Anyhow, economic progress looks like a lost cause under the BJP, as does women’s safety - just check this heartbreaking and brutal rape story in (you guessed it) Gurgaon.
Lock and Kissan
Madhya Pradesh’s farmers are not happy with the government and are making that known (if only the government focused on them rather than trying to build a Happiness Department, or the state agriculture minister didn’t waste his time doing photo-ops with Baba Ramdev). Their major beef (eheheh) has been: “Hey, if Maharashtra farmers can get loan waivers we want some too, especially since the same party rules both states!”. This puts the BJP in a bit of a bother, especially since waivers will only end up hurting the sector.
If you can’t say nice things about someone who can raid you, don’t say anything at all
NDTV, who’s always been critical of the government, was raided by the CBI, for an allegedly unpaid 2002 loan. As far as shady timing goes, this is right up there with someone’s uncle dying on a Tuesday after a long weekend, and an advertising executive taking print-outs while in formal wear at 4 PM.

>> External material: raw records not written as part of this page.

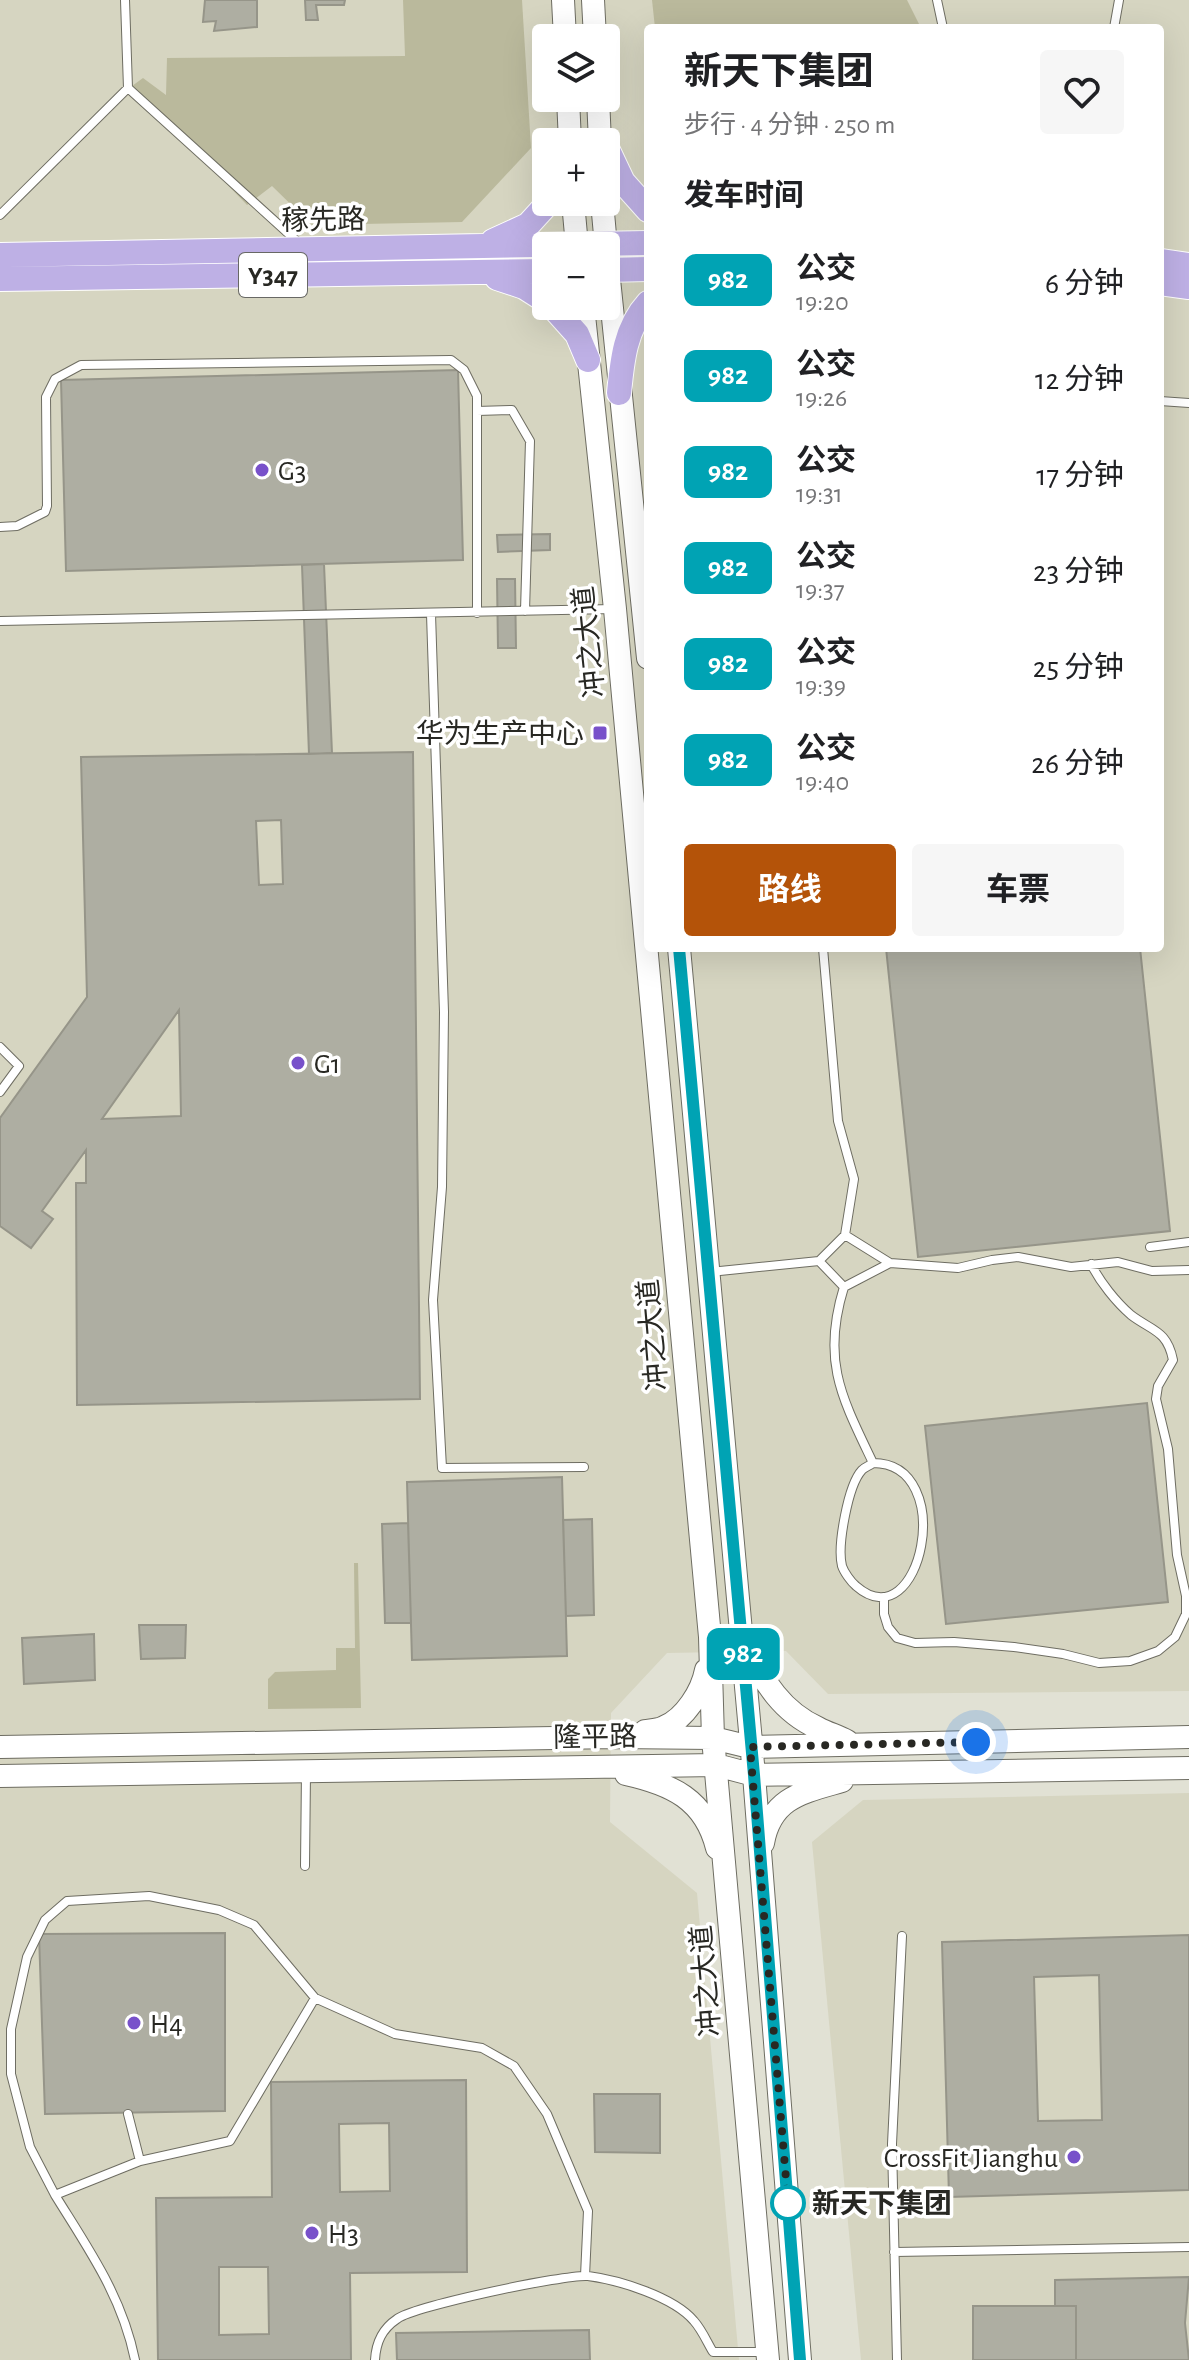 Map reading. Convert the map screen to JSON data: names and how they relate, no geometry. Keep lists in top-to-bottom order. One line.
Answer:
{"streets":{"main road":["稼先路","Y347","冲之大道","隆平路"]},"crossings":[["冲之大道","隆平路"]],"places":{"other":["G3","G1","H4","CrossFit Jianghu","新天下集团","H3"],"transit":["华为生产中心"]},"lines":["bus line 982"],"page":{"on_map":"982","map_buttons":["+","−"],"heading":[["新天下集团","步行 · 4 分钟 · 250 m"],"发车时间"],"list":[{"mark":"982","name":"公交","note":"19:20","value":"6 分钟"},{"mark":"982","name":"公交","note":"19:26","value":"12 分钟"},{"mark":"982","name":"公交","note":"19:31","value":"17 分钟"},{"mark":"982","name":"公交","note":"19:37","value":"23 分钟"},{"mark":"982","name":"公交","note":"19:39","value":"25 分钟"},{"mark":"982","name":"公交","note":"19:40","value":"26 分钟"}],"buttons":["路线","车票"]}} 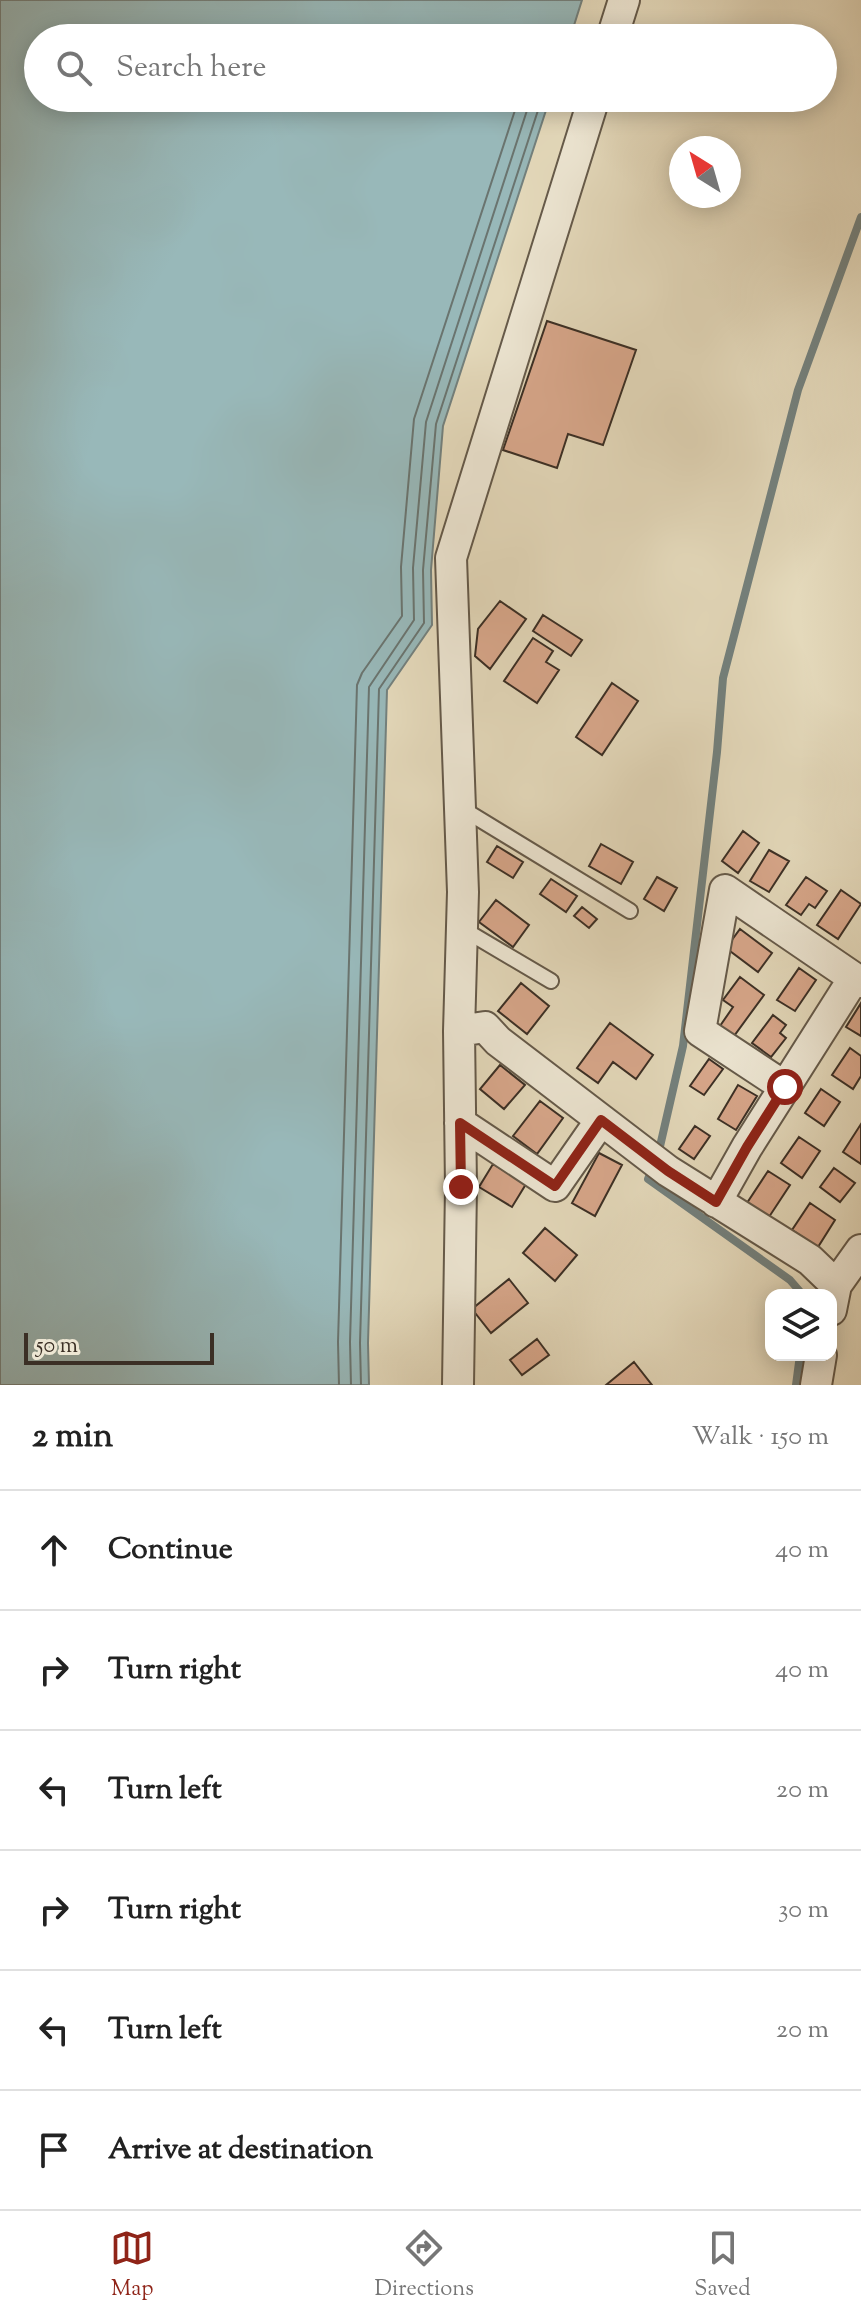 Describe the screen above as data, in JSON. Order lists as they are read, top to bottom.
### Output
{
  "scale_bar": "50 m",
  "north": "top left",
  "page": {
    "search": "Search here",
    "scale": "50 m",
    "heading": ["2 min", "Walk · 150 m"],
    "list": [
      ["Continue", "40 m"],
      ["Turn right", "40 m"],
      ["Turn left", "20 m"],
      ["Turn right", "30 m"],
      ["Turn left", "20 m"],
      "Arrive at destination"
    ],
    "nav": ["Map", "Directions", "Saved"]
  }
} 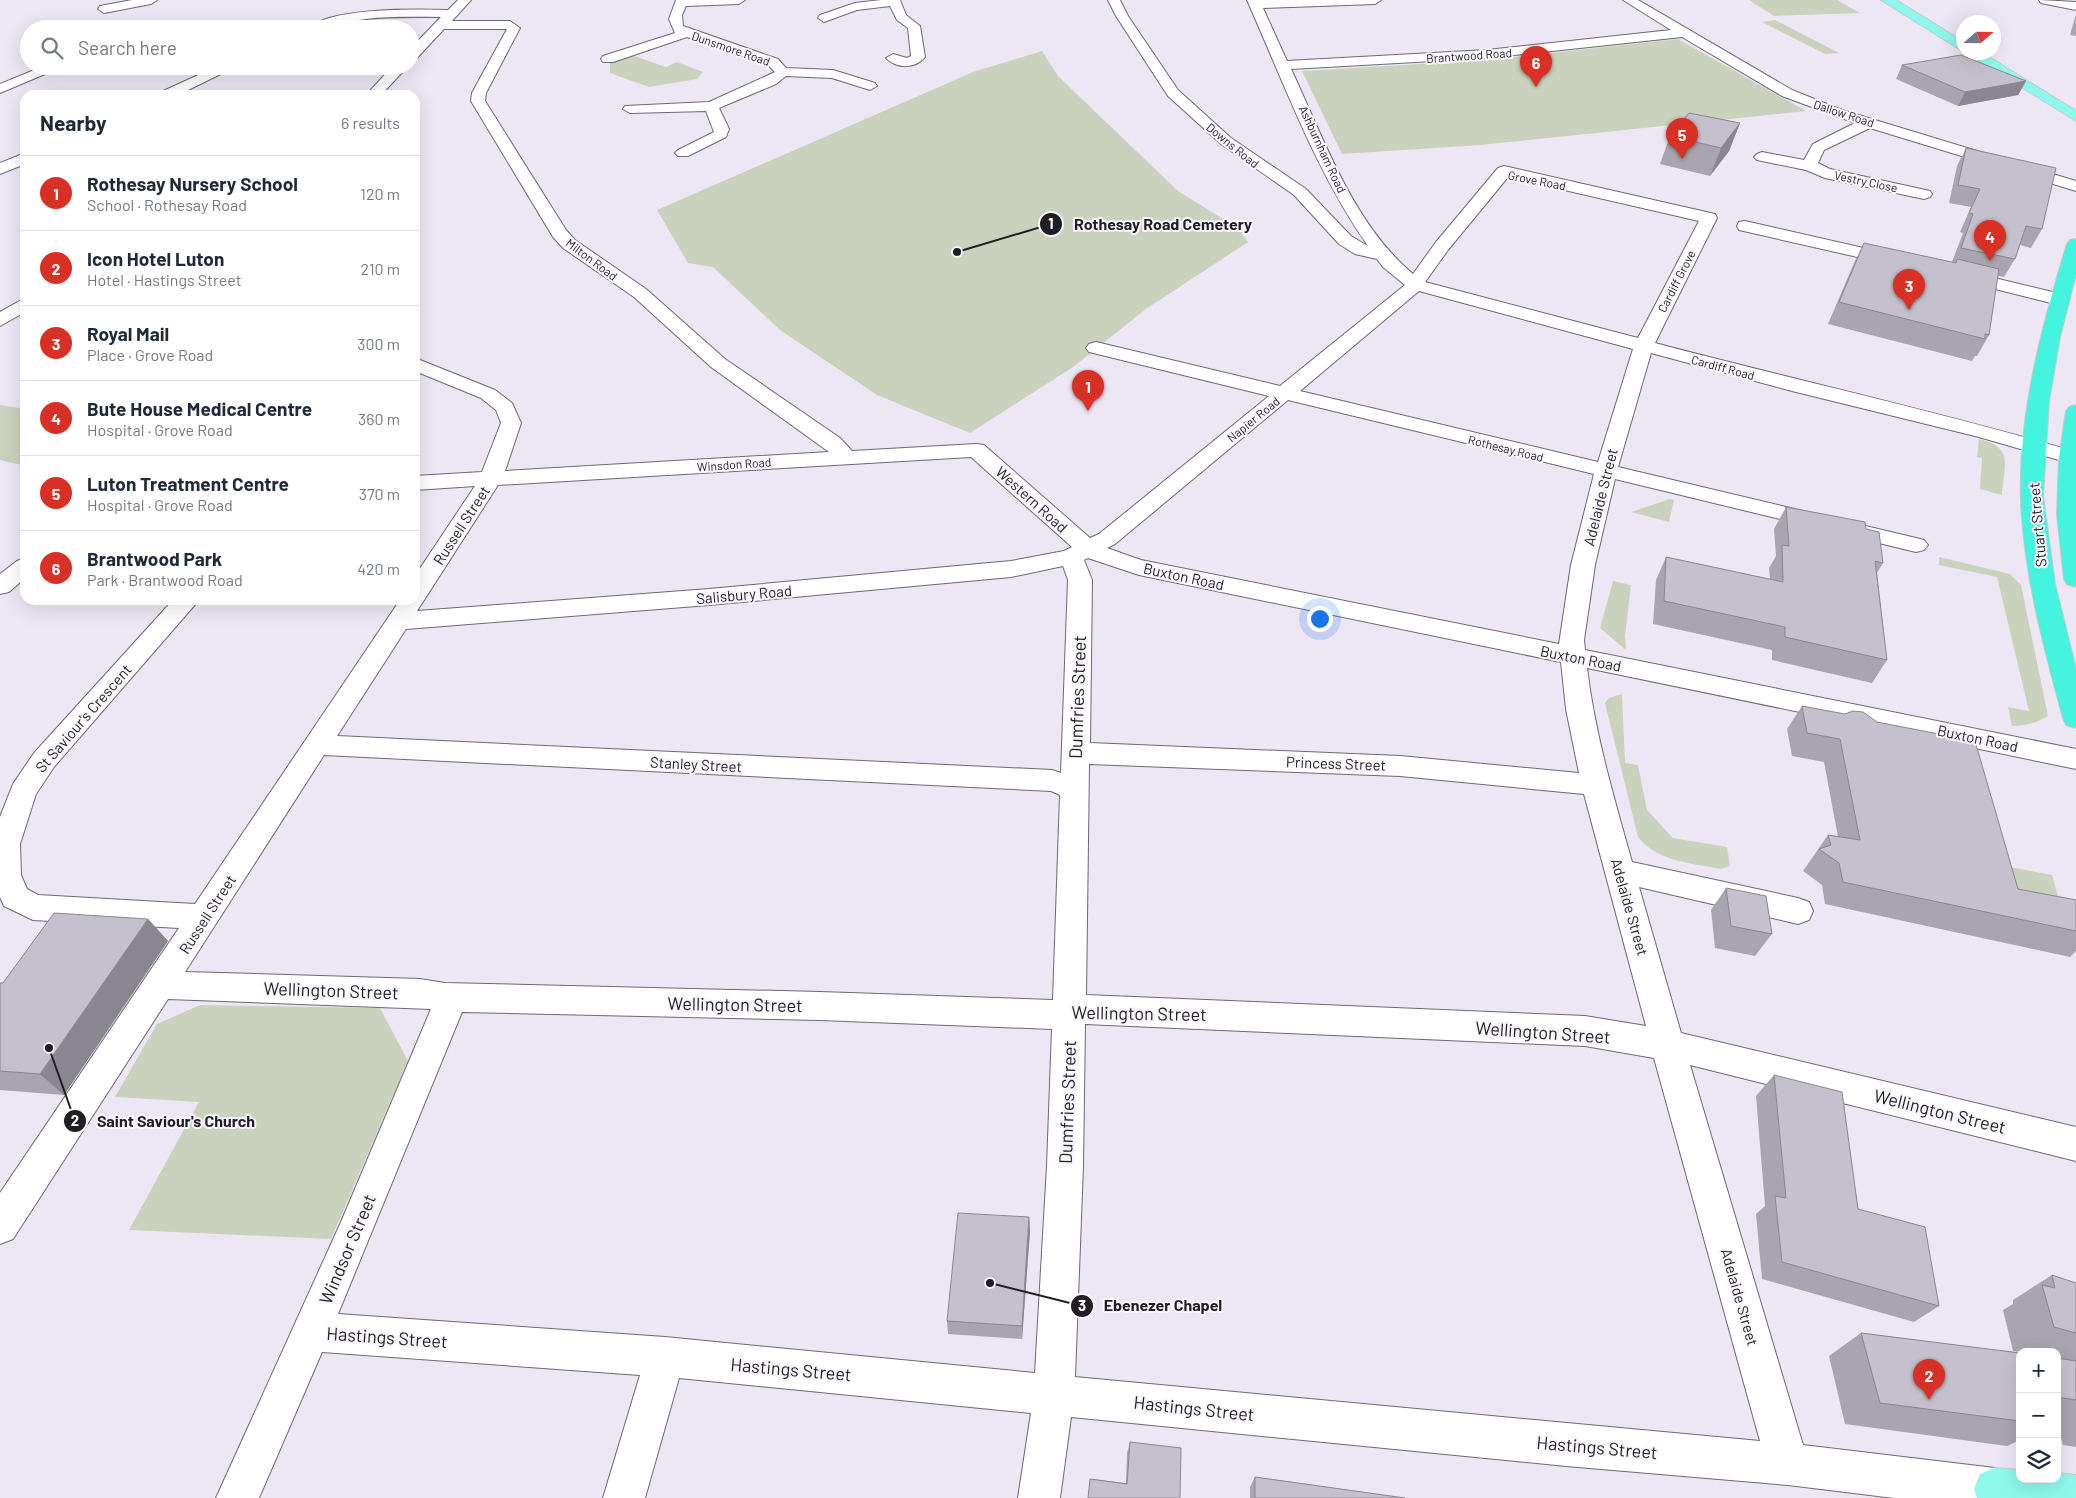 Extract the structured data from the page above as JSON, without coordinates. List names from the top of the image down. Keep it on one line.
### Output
{"streets":{"highway":["Stuart Street"],"main road":["Hastings Street"],"street":["Dunsmore Road","Brantwood Road","Dallow Road","Downs Road","Ashburnham Road","Grove Road","Vestry Close","Milton Road","Cardiff Grove","Cardiff Road","Napier Road","Rothesay Road","Winsdon Road","Adelaide Street","Western Road","Russell Street","Buxton Road","Salisbury Road","Dumfries Street","St Saviour's Crescent","Princess Street","Stanley Street","Wellington Street","Windsor Street"]},"crossings":[["Brantwood Road","Dallow Road"],["Brantwood Road","Ashburnham Road"],["Downs Road","Ashburnham Road"],["Ashburnham Road","Grove Road"],["Ashburnham Road","Cardiff Road"],["Ashburnham Road","Napier Road"],["Grove Road","Cardiff Grove"],["Grove Road","Cardiff Road"],["Grove Road","Napier Road"],["Milton Road","Winsdon Road"],["Cardiff Grove","Cardiff Road"],["Cardiff Grove","Adelaide Street"],["Cardiff Road","Napier Road"],["Cardiff Road","Adelaide Street"],["Cardiff Road","Stuart Street"],["Napier Road","Rothesay Road"],["Napier Road","Western Road"],["Napier Road","Buxton Road"],["Napier Road","Salisbury Road"],["Napier Road","Dumfries Street"],["Rothesay Road","Adelaide Street"],["Winsdon Road","Western Road"],["Winsdon Road","Russell Street"],["Adelaide Street","Buxton Road"],["Adelaide Street","Princess Street"],["Adelaide Street","Wellington Street"],["Adelaide Street","Hastings Street"],["Western Road","Buxton Road"],["Western Road","Salisbury Road"],["Western Road","Dumfries Street"],["Russell Street","Salisbury Road"],["Russell Street","St Saviour's Crescent"],["Russell Street","Stanley Street"],["Russell Street","Wellington Street"],["Buxton Road","Salisbury Road"],["Buxton Road","Dumfries Street"],["Salisbury Road","Dumfries Street"],["Dumfries Street","Princess Street"],["Dumfries Street","Stanley Street"],["Dumfries Street","Wellington Street"],["Dumfries Street","Hastings Street"],["Wellington Street","Windsor Street"],["Windsor Street","Hastings Street"]],"places":["Rothesay Road Cemetery","Saint Saviour's Church","Ebenezer Chapel"],"north":"right","page":{"search":"Search here","pins":["6","5","4","3","1","2"],"heading":["Nearby","6 results"],"list":[{"mark":"1","name":"Rothesay Nursery School","note":"School · Rothesay Road","value":"120 m"},{"mark":"2","name":"Icon Hotel Luton","note":"Hotel · Hastings Street","value":"210 m"},{"mark":"3","name":"Royal Mail","note":"Place · Grove Road","value":"300 m"},{"mark":"4","name":"Bute House Medical Centre","note":"Hospital · Grove Road","value":"360 m"},{"mark":"5","name":"Luton Treatment Centre","note":"Hospital · Grove Road","value":"370 m"},{"mark":"6","name":"Brantwood Park","note":"Park · Brantwood Road","value":"420 m"}],"map_buttons":["+","−"]}}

This week in food policing
Momos are the most harmless of all foods, they’re the gastronomic equivalent of a teddy bear. They’re even so onomatopoeic - how many times have you ordered a plate just because you wanted to say the name?! (Just me? Oh well, carry on. Mmm momos) .Anyway, the BJP has found a reason to hate on them too.
Partially hilariously, the much-vaunted beef ban will have a ripple effect on the milk industry since latter can’t sell old cows off to slaughterhouses. We’re pretty sure gau-rakshaks didn’t think that through.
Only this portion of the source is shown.